NOVEMBER 15 2018


The end of assignment for the failed U.N. Envoy in Syria, Staffan De Mistura, may not have been entirely voluntarily. DeMissed, as described from previous failed missions in Iraq and Afghanistan, has had difficulties with varied parties, mainly for a perception that he was acting like a party rather than a mediator. In September, for example, diplomatic talk mentioned that he was not welcome to visit Syria, and was only allowed a last visit after a talk between Secretary-General Guterres and Syria's Deputy Foreign Minister Walid Muallem. DeMissed, who is Italian-Swede, Swedish-Italian, as the case may require, had counted on support of those two countries -- as members of the Security Council -- to help sustain his practice of having meetings to call for further meetings. With Italy leaving the council this year and Sweden's end-of-term next December, his relevancy is mostly depleted. He may now focus on dangling his eyeglasses on his nose while having dinner rather than meeting the press.


Ms. Sahle-Work Zewde is the first woman to be appointed President of Ethiopia. She has served in various U.N. capacities, including as a Special Representative to the African Union, which is headquartered in Addis Ababa. An unassuming, confident diplomat, she gained friends due to her informed and pleasant attitude. Her new posting would herald an even closer link between the United Nations and her historic country, which is a founding member of the United Nations. Francophone countries welcomed the appointment of the first Ethiopian leader fluent in French. Another first for Ethiopia is the appointment of the country's first female Supreme Court president, Meaza Ashenafi.


Rashida Tlaib was the first Palestinian to be elected to Congress in this week's midterm elections in the Michigan House race. Another Muslim woman elected was Ilhan Omar, a refugee from Somalia, in Minnesota's fifth district. Another first was the election of two Native American women to Congress.


A reported designation of Heather Nauert, currently Spokesperson of the U.S. State Department, as her country's Permanent Representative to the U.N. in New York after Ambassador Haley's departure, did not clarify whether she would similarly have Cabinet Level. A subtle difference will impact on her actual authority within the Mission and on the discreet perception by diplomats of other countries. Mr. John Bolton, the President's National Security Adviser, and a former Representative to the U.N., would wish to pursue familiar grounds with his own unusual approach, and Secretary of State Mike Pompeo would certainly welcome a former staffer, though not to the extent of equal participation in the Cabinet. Ms. Nauert impressively performs her functions with energy, dedication, and competence, yet U.N. work would be a new experience, requiring a brand new set of approaches. She would need an experienced team to successful address the varied areas, from the handling of digital communications to dealing with Non-governmental Organizations, preparing briefs for issues at the Security Council to handling visitors. In addition to basic regular staff,the new team which she will bring along will make a crucial difference.


Positive news at the U.N. Visitors service. Michelle Tong has passed the General Service to Professional exam and will be moving to the Information Centres services. By coincidence, she will be launching her professional level career at the same spot as her husband Jan Fisher started his U.N. career.

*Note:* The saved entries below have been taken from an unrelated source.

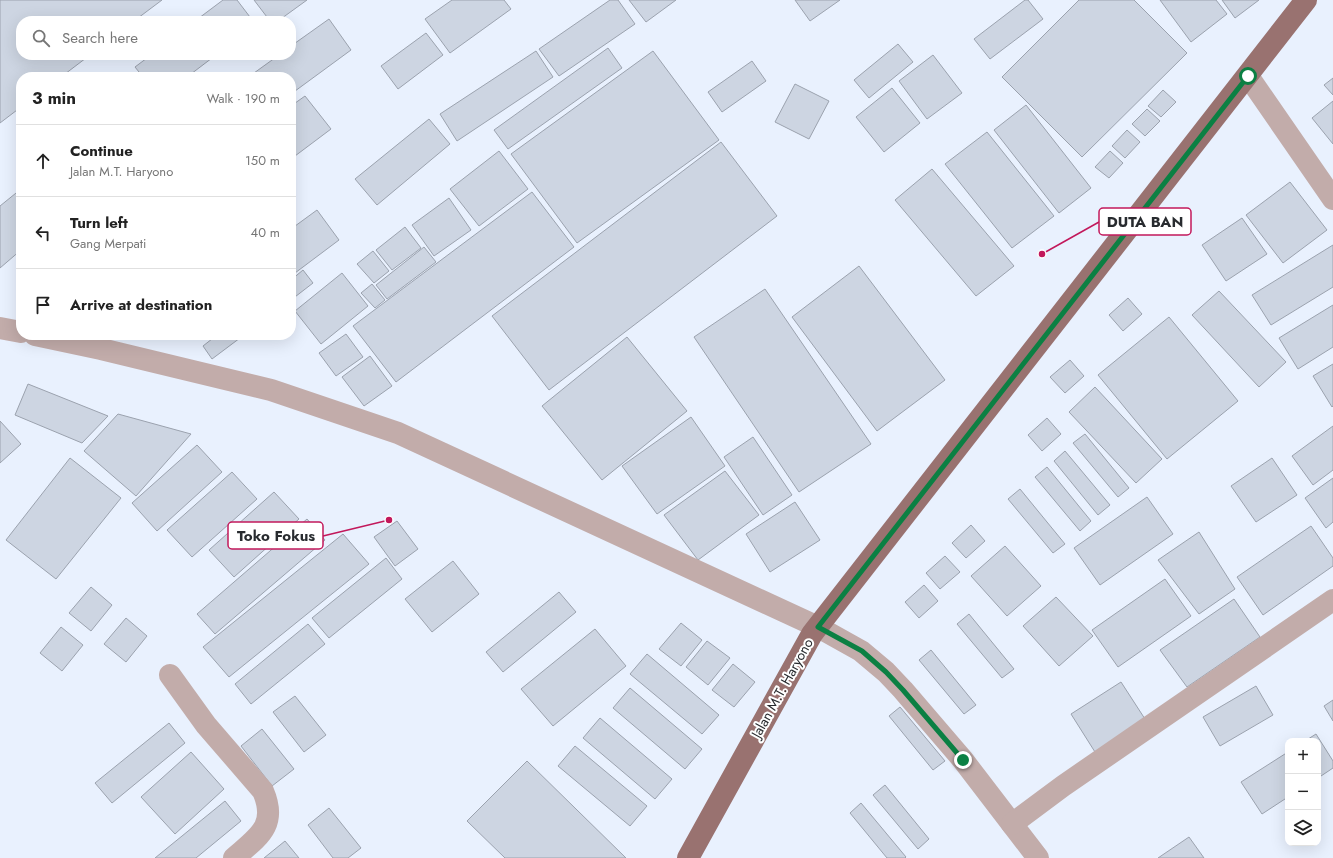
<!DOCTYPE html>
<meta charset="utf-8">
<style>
:root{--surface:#fff;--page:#f6f6f6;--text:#222;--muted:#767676;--line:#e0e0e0}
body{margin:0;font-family:Jost,sans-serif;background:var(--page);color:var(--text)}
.controls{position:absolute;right:12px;bottom:12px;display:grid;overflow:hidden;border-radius:8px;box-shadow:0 4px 16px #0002}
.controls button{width:36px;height:36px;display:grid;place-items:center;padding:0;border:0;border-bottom:1px solid var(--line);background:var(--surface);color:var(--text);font:20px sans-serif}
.stop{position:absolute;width:12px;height:12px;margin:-9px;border:3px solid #0b8043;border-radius:50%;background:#fff}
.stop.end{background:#0b8043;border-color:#fff;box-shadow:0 1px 4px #0008}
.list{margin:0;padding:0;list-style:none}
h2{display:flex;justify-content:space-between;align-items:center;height:52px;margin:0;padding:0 16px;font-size:17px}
h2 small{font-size:13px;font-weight:400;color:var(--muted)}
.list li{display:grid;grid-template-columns:26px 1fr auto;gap:12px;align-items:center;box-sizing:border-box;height:72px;padding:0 16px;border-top:1px solid var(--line)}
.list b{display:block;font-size:15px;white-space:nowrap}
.list p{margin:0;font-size:13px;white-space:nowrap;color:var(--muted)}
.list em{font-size:13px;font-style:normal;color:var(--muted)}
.icon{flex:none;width:22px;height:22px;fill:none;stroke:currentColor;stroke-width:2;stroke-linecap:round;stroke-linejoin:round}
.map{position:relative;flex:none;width:1333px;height:858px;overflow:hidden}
.search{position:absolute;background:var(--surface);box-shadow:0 4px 16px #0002;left:16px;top:16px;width:280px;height:44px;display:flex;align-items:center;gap:10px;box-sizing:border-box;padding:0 14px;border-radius:16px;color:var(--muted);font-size:15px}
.panel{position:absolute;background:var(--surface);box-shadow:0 4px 16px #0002;left:16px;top:72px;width:280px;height:268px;border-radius:16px}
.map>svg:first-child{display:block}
.building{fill:#cdd5e2;stroke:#9ba2ae}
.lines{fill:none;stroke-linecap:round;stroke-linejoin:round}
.minor{stroke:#c2acaa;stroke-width:22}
.tertiary{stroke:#c2acaa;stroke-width:22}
.primary{stroke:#997270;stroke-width:22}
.route{stroke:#0b8043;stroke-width:5}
.labels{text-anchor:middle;stroke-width:4;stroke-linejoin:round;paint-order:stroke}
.street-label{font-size:14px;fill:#282b2f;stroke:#fff}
.leader{fill:none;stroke:#c2185b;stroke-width:1.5}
.callout-dot{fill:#c2185b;stroke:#fff;stroke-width:1.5}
.callout{fill:#fff;stroke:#c2185b;stroke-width:1.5}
.callout-label{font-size:15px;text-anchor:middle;font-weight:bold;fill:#282b2f}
</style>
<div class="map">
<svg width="1333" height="858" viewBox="0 0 1333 858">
<rect width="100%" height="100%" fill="#e9f1fe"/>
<g class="building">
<path d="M 0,0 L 162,0 L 134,21 L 21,21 L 21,55 L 90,55 L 61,77 L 21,77 L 21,107 L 0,123 Z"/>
<path d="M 223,0 L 237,0 L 253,21 L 195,21 Z"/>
<path d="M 254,0 L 307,0 L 278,21 L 270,21 Z"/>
<path d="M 452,0 L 504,0 L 511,9 L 450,53 L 425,19 Z"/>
<path d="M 610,0 L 618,0 L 635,24 L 559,76 L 539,49 Z"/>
<path d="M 629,0 L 676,0 L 646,22 Z"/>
<path d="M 795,0 L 840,0 L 810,21 Z"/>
<path d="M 1025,0 L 1028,0 L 1043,19 L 990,59 L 974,39 Z"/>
<path d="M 1079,0 L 1134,0 L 1187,53 L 1082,157 L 1002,77 Z"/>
<path d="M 1160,0 L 1216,0 L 1227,14 L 1191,42 Z"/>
<path d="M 1222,0 L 1259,0 L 1235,18 Z"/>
<path d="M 329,19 L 351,50 L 291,94 L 291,77 L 257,77 L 254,73 L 279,55 L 291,55 L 291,46 Z"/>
<path d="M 426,33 L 443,55 L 398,89 L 381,66 Z"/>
<path d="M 898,44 L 913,62 L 869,98 L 854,80 Z"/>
<path d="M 608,48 L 622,68 L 508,149 L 494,130 Z"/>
<path d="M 536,51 L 553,77 L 457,141 L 440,114 Z"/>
<path d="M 653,51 L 719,140 L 577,243 L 511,154 Z"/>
<path d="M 151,55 L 216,55 L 187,77 L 143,77 L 135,67 Z"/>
<path d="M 933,55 L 962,93 L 927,119 L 899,81 Z"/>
<path d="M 752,61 L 766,81 L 722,112 L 708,92 Z"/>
<path d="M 1333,78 L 1333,95 L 1324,85 Z"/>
<path d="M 795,84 L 829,101 L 809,139 L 775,122 Z"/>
<path d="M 892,88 L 920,123 L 884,152 L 856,117 Z"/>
<path d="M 1163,90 L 1176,102 L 1161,117 L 1148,106 Z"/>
<path d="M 305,96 L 331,129 L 291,159 L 291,106 Z"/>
<path d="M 1333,101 L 1333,144 L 1312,118 Z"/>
<path d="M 1026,105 L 1091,188 L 1059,213 L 994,130 Z"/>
<path d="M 1147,109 L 1160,121 L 1145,136 L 1132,124 Z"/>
<path d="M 429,119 L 450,144 L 377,205 L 355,179 Z"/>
<path d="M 1127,130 L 1140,142 L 1125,158 L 1112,146 Z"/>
<path d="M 987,132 L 1054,216 L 1012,248 L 945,164 Z"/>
<path d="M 721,142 L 777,216 L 549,390 L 492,316 Z"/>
<path d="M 499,151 L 528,189 L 479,226 L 450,189 Z"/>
<path d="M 1110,151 L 1123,163 L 1109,178 L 1095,167 Z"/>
<path d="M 932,169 L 1014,266 L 976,296 L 895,200 Z"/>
<path d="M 1290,182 L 1327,230 L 1283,263 L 1246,215 Z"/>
<path d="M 21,189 L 21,250 L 0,268 L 0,206 Z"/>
<path d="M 532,192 L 574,247 L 396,382 L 353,326 Z"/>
<path d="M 449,198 L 471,230 L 434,256 L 412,225 Z"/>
<path d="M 317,210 L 339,240 L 291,276 L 291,229 Z"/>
<path d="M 1242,218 L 1267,254 L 1226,281 L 1202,245 Z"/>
<path d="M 405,227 L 421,248 L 392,270 L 376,250 Z"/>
<path d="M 1333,245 L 1333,287 L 1271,325 L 1252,295 Z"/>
<path d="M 424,247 L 436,262 L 387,299 L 376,285 Z"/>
<path d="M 373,251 L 389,271 L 374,283 L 357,264 Z"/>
<path d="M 859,266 L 945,380 L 877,431 L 792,317 Z"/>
<path d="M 303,270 L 313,283 L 291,300 L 291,280 Z"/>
<path d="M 342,273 L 368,306 L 321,344 L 295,311 Z"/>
<path d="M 372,284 L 385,300 L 375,308 L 361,293 Z"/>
<path d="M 765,289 L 871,444 L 799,492 L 694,337 Z"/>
<path d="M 1219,291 L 1286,362 L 1259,387 L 1192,315 Z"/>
<path d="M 1128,298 L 1142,314 L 1123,331 L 1109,315 Z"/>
<path d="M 1333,305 L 1333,347 L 1298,369 L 1279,338 Z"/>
<path d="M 1169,317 L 1238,401 L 1167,459 L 1098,375 Z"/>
<path d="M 346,334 L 363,357 L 336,376 L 319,353 Z"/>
<path d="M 217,335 L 244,335 L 212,359 L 203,346 Z"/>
<path d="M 627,337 L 687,411 L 602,480 L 542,406 Z"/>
<path d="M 370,356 L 392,386 L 364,406 L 342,377 Z"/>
<path d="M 1070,360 L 1084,376 L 1065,393 L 1050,377 Z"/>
<path d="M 1333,364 L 1333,406 L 1332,407 L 1313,376 Z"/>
<path d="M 28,384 L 108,416 L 82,443 L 15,415 Z"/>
<path d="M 1095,387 L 1162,459 L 1136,483 L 1069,412 Z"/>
<path d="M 118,414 L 191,434 L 136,496 L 84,451 Z"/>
<path d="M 691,417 L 725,466 L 657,514 L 622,466 Z"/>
<path d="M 1047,418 L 1061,434 L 1042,451 L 1028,435 Z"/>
<path d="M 0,421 L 21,444 L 0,463 Z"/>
<path d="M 1333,426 L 1333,470 L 1313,485 L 1292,456 Z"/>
<path d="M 1085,434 L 1129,488 L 1118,497 L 1073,443 Z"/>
<path d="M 753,437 L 792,495 L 763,515 L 724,457 Z"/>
<path d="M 197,445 L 222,472 L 157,531 L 132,503 Z"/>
<path d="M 1065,451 L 1110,505 L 1098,515 L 1054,461 Z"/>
<path d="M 70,458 L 121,498 L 56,579 L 6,540 Z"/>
<path d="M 1272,458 L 1297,495 L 1256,522 L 1231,486 Z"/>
<path d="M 1047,467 L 1091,521 L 1080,531 L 1035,477 Z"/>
<path d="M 725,471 L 759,515 L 698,560 L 664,515 Z"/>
<path d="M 232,472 L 257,499 L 192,557 L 167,530 Z"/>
<path d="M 1333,478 L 1333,522 L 1326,528 L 1305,498 Z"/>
<path d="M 1020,489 L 1065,544 L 1053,553 L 1008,499 Z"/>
<path d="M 274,492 L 299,519 L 234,577 L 209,550 Z"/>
<path d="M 1147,497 L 1173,534 L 1100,585 L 1074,548 Z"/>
<path d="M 795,502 L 820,540 L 770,572 L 746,534 Z"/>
<path d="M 307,519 L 325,540 L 215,634 L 197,614 Z"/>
<path d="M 397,521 L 418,549 L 395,566 L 374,537 Z"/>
<path d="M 971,525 L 985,541 L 966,558 L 952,543 Z"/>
<path d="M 1311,526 L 1333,558 L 1333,566 L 1263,615 L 1237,577 Z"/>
<path d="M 1199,532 L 1235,589 L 1199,614 L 1158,560 Z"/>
<path d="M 343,534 L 369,564 L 229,677 L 203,647 Z"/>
<path d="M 1005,546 L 1041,586 L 1007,616 L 971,576 Z"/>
<path d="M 945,556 L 960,572 L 940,589 L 926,573 Z"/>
<path d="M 386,558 L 402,579 L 329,638 L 312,618 Z"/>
<path d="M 453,561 L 479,594 L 432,632 L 405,599 Z"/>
<path d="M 1165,579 L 1191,616 L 1118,667 L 1092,630 Z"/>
<path d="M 924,585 L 938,601 L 919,618 L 905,602 Z"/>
<path d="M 91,587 L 112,605 L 91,631 L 69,613 Z"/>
<path d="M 559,592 L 576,612 L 503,672 L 486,652 Z"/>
<path d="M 1056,597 L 1093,636 L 1059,666 L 1023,626 Z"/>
<path d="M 1234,599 L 1260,637 L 1187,687 L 1160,650 Z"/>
<path d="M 969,614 L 1014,669 L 1002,678 L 957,624 Z"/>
<path d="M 126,618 L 147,636 L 126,662 L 104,644 Z"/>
<path d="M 681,623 L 702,640 L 681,666 L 659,649 Z"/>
<path d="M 308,624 L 325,644 L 251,704 L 235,684 Z"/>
<path d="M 61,627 L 83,645 L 62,671 L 40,653 Z"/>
<path d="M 595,629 L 626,666 L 553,726 L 521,689 Z"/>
<path d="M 707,641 L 730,658 L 708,685 L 686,667 Z"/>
<path d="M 931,650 L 976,705 L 964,714 L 919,660 Z"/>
<path d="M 647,654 L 719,715 L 702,734 L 630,674 Z"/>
<path d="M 733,664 L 755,682 L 734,707 L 712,690 Z"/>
<path d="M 1121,682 L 1145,719 L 1095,752 L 1071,714 Z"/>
<path d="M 1256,686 L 1273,715 L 1220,746 L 1203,717 Z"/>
<path d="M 630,688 L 702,749 L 685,769 L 613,708 Z"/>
<path d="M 295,696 L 326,735 L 304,752 L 273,712 Z"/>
<path d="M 1333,700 L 1333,721 L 1324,706 Z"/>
<path d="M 900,707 L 945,761 L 933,770 L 889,716 Z"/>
<path d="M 600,718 L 672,779 L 655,799 L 583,738 Z"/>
<path d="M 169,723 L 185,743 L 112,803 L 95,783 Z"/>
<path d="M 262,729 L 294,769 L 272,786 L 241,746 Z"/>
<path d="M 1316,734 L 1333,761 L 1333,768 L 1318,778 L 1318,741 L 1305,741 Z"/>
<path d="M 575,746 L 647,806 L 630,826 L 558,766 Z"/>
<path d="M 191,752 L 224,789 L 175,834 L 141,797 Z"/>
<path d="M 1288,752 L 1288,797 L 1262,814 L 1241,782 Z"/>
<path d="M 527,761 L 626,858 L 505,858 L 467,821 Z"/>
<path d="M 885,785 L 929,839 L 918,849 L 873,795 Z"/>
<path d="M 225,801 L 241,821 L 196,858 L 155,858 Z"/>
<path d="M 861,803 L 906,857 L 905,858 L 887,858 L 850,813 Z"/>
<path d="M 329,808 L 361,848 L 348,858 L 333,858 L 308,825 Z"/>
<path d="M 1189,837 L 1204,858 L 1158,858 Z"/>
<path d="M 285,841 L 299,858 L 264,858 Z"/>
</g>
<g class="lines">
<g class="minor">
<path d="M 1248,76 L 1333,199"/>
<path d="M 818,627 L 861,651 L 886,672 L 903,690 L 963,760 L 1038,858"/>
<path d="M 170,675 L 206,725 L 263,791 C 278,826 258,837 234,858"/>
<path d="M 1012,824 L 1063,786 L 1333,600"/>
</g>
<g class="tertiary">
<path d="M 0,328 L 21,332"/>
<path d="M 35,335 L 101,349 L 271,390 L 398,433 L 818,627"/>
</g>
<path class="primary" d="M 688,858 L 812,634 L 1306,0"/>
</g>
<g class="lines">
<path class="route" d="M 963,760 L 903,690 L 886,672 L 862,651 L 818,627 L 1248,76"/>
</g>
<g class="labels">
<g class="street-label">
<text transform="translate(782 688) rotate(-61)" y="5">Jalan M.T. Haryono</text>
</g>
</g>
<path class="leader" d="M1042 254L1099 222M389 520L323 536"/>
<g class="callout-dot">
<circle cx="1042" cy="254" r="4"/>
<circle cx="389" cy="520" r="4"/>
</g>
<g class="callout">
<rect x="1099" y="208" width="92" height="27" rx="4"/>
<rect x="228" y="522" width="95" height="27" rx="4"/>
</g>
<g class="callout-label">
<text x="1145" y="227">DUTA BAN</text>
<text x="276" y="541">Toko Fokus</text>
</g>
</svg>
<div class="controls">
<button>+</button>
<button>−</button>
<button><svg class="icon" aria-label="layers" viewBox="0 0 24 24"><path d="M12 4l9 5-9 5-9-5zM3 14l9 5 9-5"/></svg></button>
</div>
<div class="stop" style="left:1248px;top:76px"></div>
<div class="stop end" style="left:963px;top:760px"></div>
<div class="search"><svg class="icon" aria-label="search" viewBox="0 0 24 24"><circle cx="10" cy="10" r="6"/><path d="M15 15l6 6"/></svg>Search here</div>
<section class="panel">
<h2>3 min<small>Walk · 190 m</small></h2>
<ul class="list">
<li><svg class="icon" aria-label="ahead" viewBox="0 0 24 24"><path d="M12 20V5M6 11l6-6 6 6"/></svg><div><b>Continue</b><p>Jalan M.T. Haryono</p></div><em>150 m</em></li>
<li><svg class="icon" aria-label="left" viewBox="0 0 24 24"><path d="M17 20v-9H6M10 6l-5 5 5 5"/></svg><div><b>Turn left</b><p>Gang Merpati</p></div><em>40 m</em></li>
<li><svg class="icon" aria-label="arrive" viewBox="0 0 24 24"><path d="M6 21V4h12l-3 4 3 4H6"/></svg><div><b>Arrive at destination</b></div></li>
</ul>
</section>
</div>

"Paroles de Diplomates. A quoi servant les diplomates?" was a lecture delivered by Ambassador Claude Martin, at the Centre Pantheon in Paris, upon the invitation of AFNU (Association Francaise Pour Les Nations Unies), which also sent invitations for a conference on the November 6th, on "The End of Impunity for Crimes Against Journalists". AFNU is currently presided by Ambassador Bernard Miyet and the first French U.N. Under Secretary-General for Peacekeeping.


A meeting was held in Geneva by the Office of the Special Representative of the Secretary-General for Children and Armed Conflict. The title of the highlighted event was: "Building Peace: Protecting Children in Conflict, Geneva Peace Week 2018."


The Association of Former International Civil Servants (AFICS) issued its new bulletin in November with interesting updates on retired staff, Pension Fund developments, forthcoming meetings, and interesting books. Efforts by its dedicated staff who volunteer to help their former colleagues are much appreciated.


A supposedly confidential report on leaks, by an incompetent man, with a self-inflated ego, was leaked.


If you don't stop telling lies about me, I'll start telling the truth about you.


A Friday night rush hour has been overtaken at a certain U.N. lounge by a discrete conversational hush hour.


For decades, the directory of U.N. Staff with their rooms and telephone extensions was a very helpful tool in connecting team work, contacting U.N. staff, and building projects to promote U.N. operations. It is no longer available. Some claimed security reasons. Others felt it was one way of avoiding revealing how many more staff have been added to the Secretary-General's Office, starting with Mr. Ban Ki-Moon, while several other senior officials followed suit; which was multiple times more than any previous Secretary-General, at a time when junior staff posts were being cut under the guise of reform.